Philadelphia Fry-o-Diesel L.L.C. last month became one of the first 
companies in the United States to make trap-grease fuel that meets national 
standards. To celebrate, some of the vehicles in its test fleet of 40 will 
meet today at the Philadelphia Zoo, which also uses the fuel, to go for a 
brief drive.

Demand for biodiesel has tripled in each of the last three years, said Jenna 
Higgins, a spokeswoman for the National Biodiesel Board. "We're going to 
need biodiesel made from all types of materials to help meet the rising 
demand."

Technically, biodiesel can be made from any fat or vegetable oil. But making 
it cost-effective is the big challenge.

The beauty of Fry-o-Diesel is that trap grease has no other use. While used 
fryer grease costs about $1 a gallon, Philadelphia Fry-o-Diesel gets trap 
grease for free.

It's trapped in the first place to prevent clogging sewer lines. Indeed, the 
pollutant is costly to dispose of - usually at a wastewater-treatment plant, 
where it is incinerated.

Bruce Critchlow, operations manager for McGovern Inc., a sanitation and 
septic company in Kennett Square, said only two facilities in the region 
would accept it, and they charge 8 to 10 cents a gallon - $80 to $100 for 
the typical restaurant grease trap.

The quest for Fry-o-Diesel began about five years ago.

The Energy Cooperative, a nonprofit regional energy supplier, was looking 
for a source of biodiesel for home-heating oil. The closest production 
facility was in Ohio.

Trucking it that far made no sense if the idea was to be environmentally 
friendly. So they thought about making their own.

"We did a quick scan of Philadelphia. No soybeans," joked Nadia Adawi, 
president of for-profit Fry-o-Diesel and operations director at the Energy 
Cooperative, its parent.

A National Renewable Energy Lab study about restaurant trap grease perked 
them up. Based on the data, Adawi's group estimated that food facilities in 
the land of the cheesesteak produced 10 million gallons of grease a year.

"We were too stupid to be scared," Adawi said.

With a $369,696 grant from the state, they moved into an old gasket factory 
in Kensington and got to work.

Amid a tangle of one-way streets, the space - shared with a defunct printing 
press and equipment for a die-making business - was almost as funky as the 
grease.

The first problem was separating the grease from the other gunk. Its content 
varied widely, depending on its source and age.

Half-jokingly, the team can tell you where the grease comes from. Rice? 
Probably Chinese. Olive oil? Italian. (They've also found condoms and crack 
vials.)

The big hurdle was designing a process that would work on anything that went 
down the drain. Trap grease is different from fryer grease or soybean oil, 
which converts more easily to fuel.

The group teamed up with the U.S. Agriculture Department's Eastern Regional 
Research Center in Wyndmoor to work out the chemistry.

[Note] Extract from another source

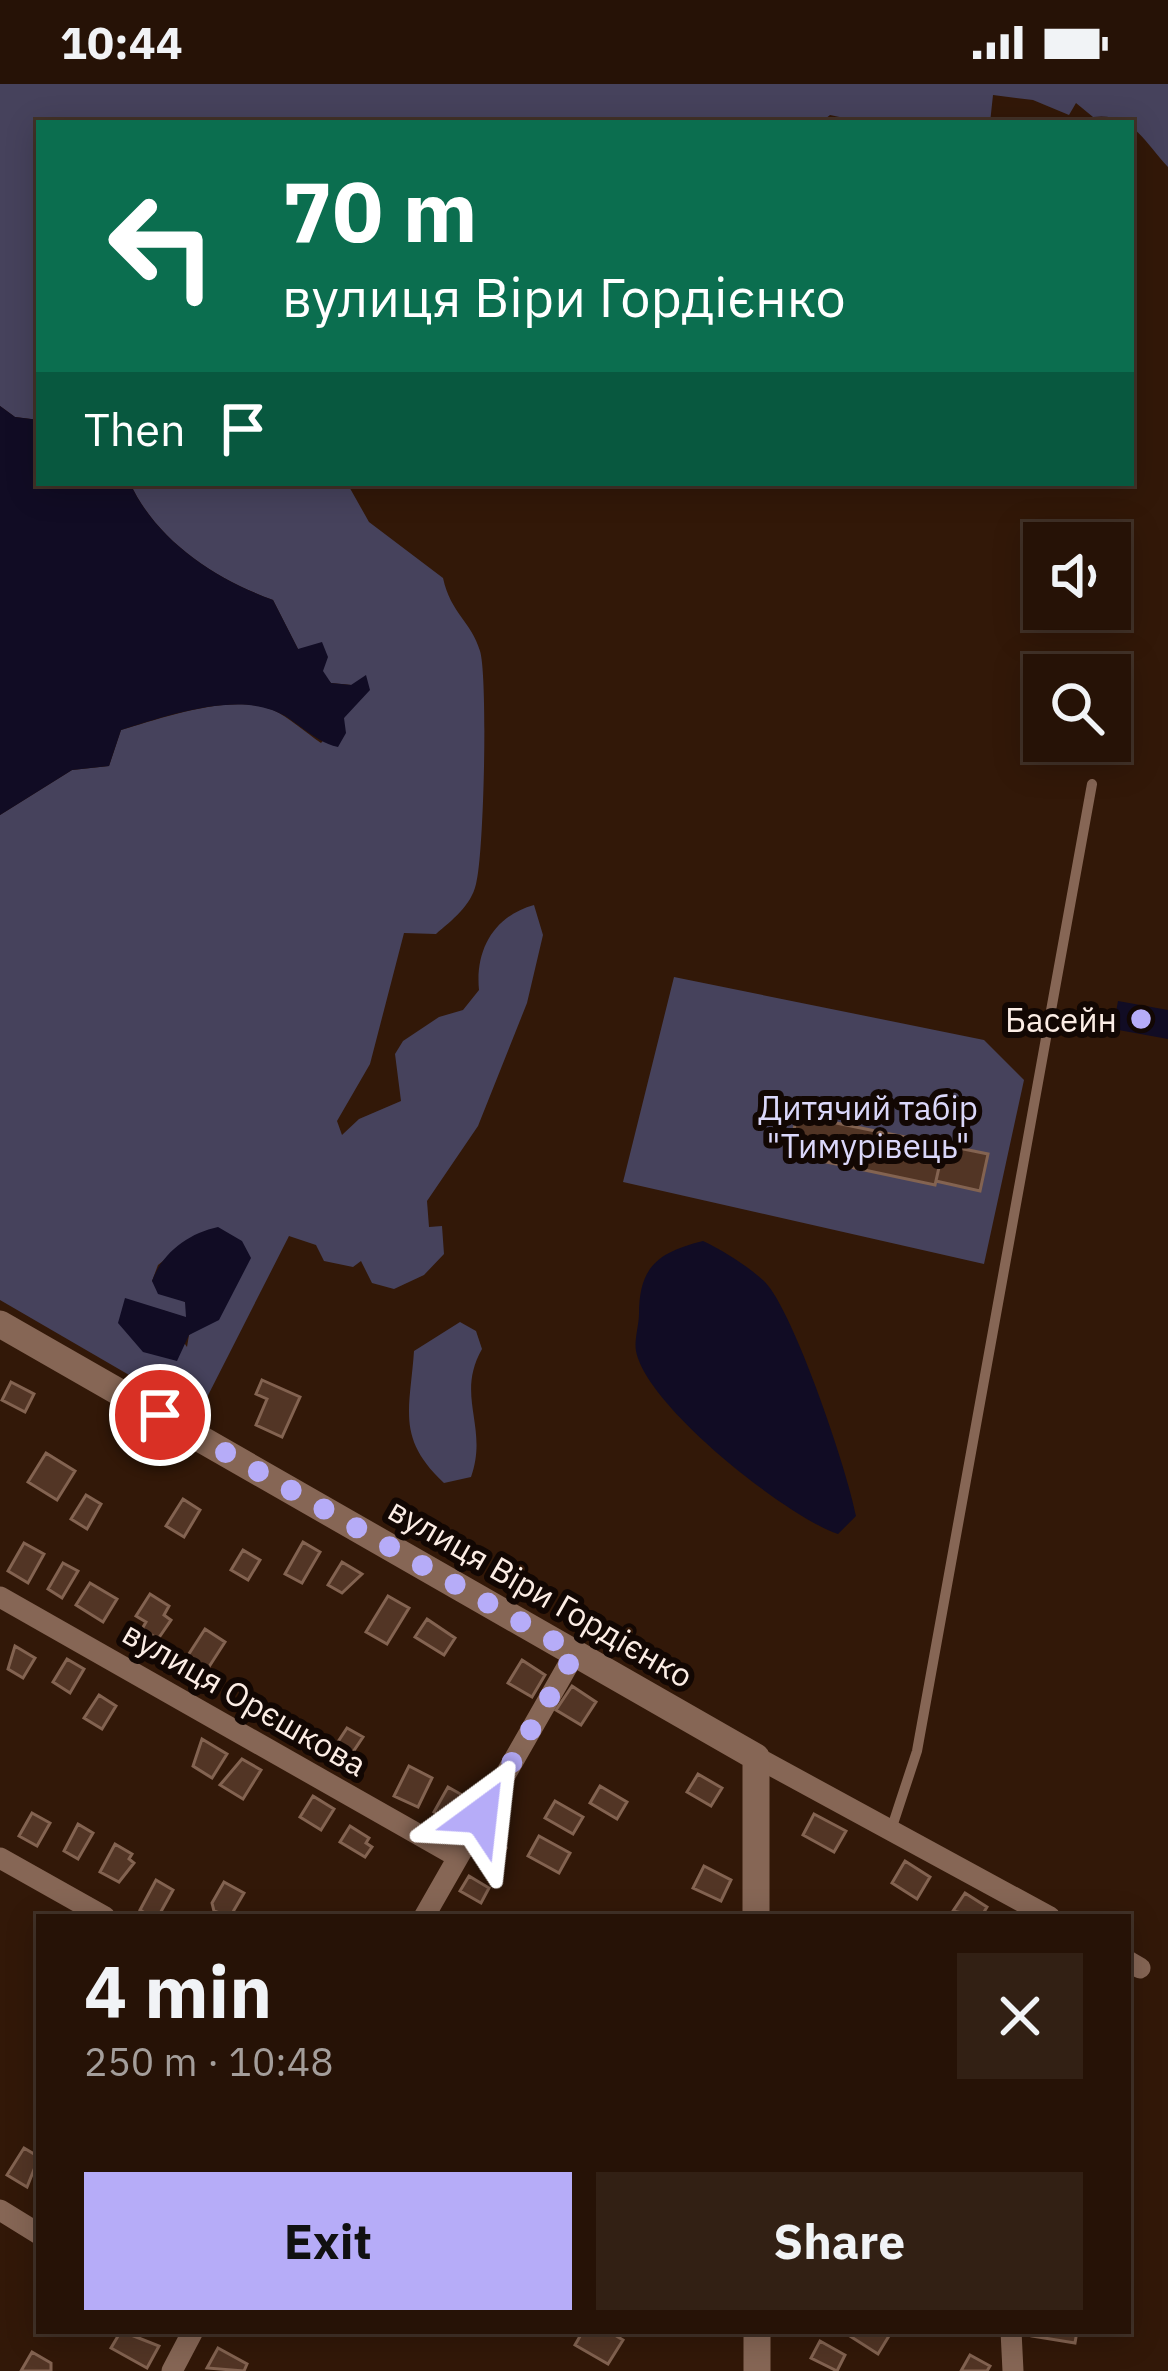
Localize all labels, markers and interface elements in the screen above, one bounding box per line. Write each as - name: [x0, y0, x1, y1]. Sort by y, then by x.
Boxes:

Center research chemist Michael Haas figured that one of the biggest 
challenges - "other than being grossed out" - would be coming up with a 
quality fuel. "It's really easy to make bad biodiesel."

They now have a multi-tank operation: The stuff is first run through 
separators to remove water and grit, leaving only grease. Next, unspecified 
catalysts - they've applied for a patent - are mixed in to convert the fat 
into fuel.

Three weeks ago, after an independent testing lab reported the fuel met the 
required specs, plant operator Steve Kasprzyk siphoned fuel from a barrel 
and poured it into the tank of his silver 2002 Volkswagen Jetta.

"It's been running great," said Kasprzyk, who is now on his third tank and 
getting 40-plus miles a gallon.

The test fleet is using a 20 percent blend of Fry-o-Diesel through June. One 
of the volunteers is Cory Suter. He figures it fits the mission of his small 
Philadelphia remodeling company, BioNeighbors Sustainable Homes.

Later this summer, Philadelphia Fry-o-Diesel plans to form a coalition of 
restaurants that commit to sending in their trap grease.

"We're trying to make this a community project," said Emily Bockian 
Landsburg, the company's manager of business development. On energy security 
and global warming, she said: "We all have a part to play."

They hope to have a commercial-scale plant making three million gallons of 
Fry-o-Diesel a year by mid-2008.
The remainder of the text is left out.